Records supplied:

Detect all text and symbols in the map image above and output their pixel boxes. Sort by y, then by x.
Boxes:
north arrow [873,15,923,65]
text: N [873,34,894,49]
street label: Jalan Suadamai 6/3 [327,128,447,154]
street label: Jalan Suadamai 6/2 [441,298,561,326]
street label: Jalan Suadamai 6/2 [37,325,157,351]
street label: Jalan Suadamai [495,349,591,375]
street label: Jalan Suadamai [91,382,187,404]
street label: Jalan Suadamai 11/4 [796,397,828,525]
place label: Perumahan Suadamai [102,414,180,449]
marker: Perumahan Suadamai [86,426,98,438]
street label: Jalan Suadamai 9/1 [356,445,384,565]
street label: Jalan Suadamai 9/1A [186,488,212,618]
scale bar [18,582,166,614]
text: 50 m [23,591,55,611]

Exercise:
Print out each line of the data exactly.

Response:
Detect all text and symbols in the map image above and output their pixel boxes. Sort by y, then by x.
Boxes:
north arrow [873,15,923,65]
text: N [873,34,894,49]
street label: Jalan Suadamai 6/3 [327,128,447,154]
street label: Jalan Suadamai 6/2 [441,298,561,326]
street label: Jalan Suadamai 6/2 [37,325,157,351]
street label: Jalan Suadamai [495,349,591,375]
street label: Jalan Suadamai [91,382,187,404]
street label: Jalan Suadamai 11/4 [796,397,828,525]
place label: Perumahan Suadamai [102,414,180,449]
marker: Perumahan Suadamai [86,426,98,438]
street label: Jalan Suadamai 9/1 [356,445,384,565]
street label: Jalan Suadamai 9/1A [186,488,212,618]
scale bar [18,582,166,614]
text: 50 m [23,591,55,611]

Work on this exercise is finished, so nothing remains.